Top of Excerpted data

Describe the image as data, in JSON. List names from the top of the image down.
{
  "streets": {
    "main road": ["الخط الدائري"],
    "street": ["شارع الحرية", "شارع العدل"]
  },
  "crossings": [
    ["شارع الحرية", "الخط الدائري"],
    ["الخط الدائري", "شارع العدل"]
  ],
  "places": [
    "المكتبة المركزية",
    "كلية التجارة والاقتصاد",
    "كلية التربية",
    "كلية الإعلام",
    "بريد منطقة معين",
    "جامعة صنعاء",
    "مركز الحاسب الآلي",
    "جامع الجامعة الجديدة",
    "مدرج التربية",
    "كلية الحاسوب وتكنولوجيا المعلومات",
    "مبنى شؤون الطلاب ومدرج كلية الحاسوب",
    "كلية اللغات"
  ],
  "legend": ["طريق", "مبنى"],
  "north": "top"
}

Bottom of Excerpted data

▸ **Requirement**:
Faithfully reproduce all of the records, character for character.

▸ **Task response**:
Describe the image as data, in JSON. List names from the top of the image down.
{
  "streets": {
    "main road": ["الخط الدائري"],
    "street": ["شارع الحرية", "شارع العدل"]
  },
  "crossings": [
    ["شارع الحرية", "الخط الدائري"],
    ["الخط الدائري", "شارع العدل"]
  ],
  "places": [
    "المكتبة المركزية",
    "كلية التجارة والاقتصاد",
    "كلية التربية",
    "كلية الإعلام",
    "بريد منطقة معين",
    "جامعة صنعاء",
    "مركز الحاسب الآلي",
    "جامع الجامعة الجديدة",
    "مدرج التربية",
    "كلية الحاسوب وتكنولوجيا المعلومات",
    "مبنى شؤون الطلاب ومدرج كلية الحاسوب",
    "كلية اللغات"
  ],
  "legend": ["طريق", "مبنى"],
  "north": "top"
}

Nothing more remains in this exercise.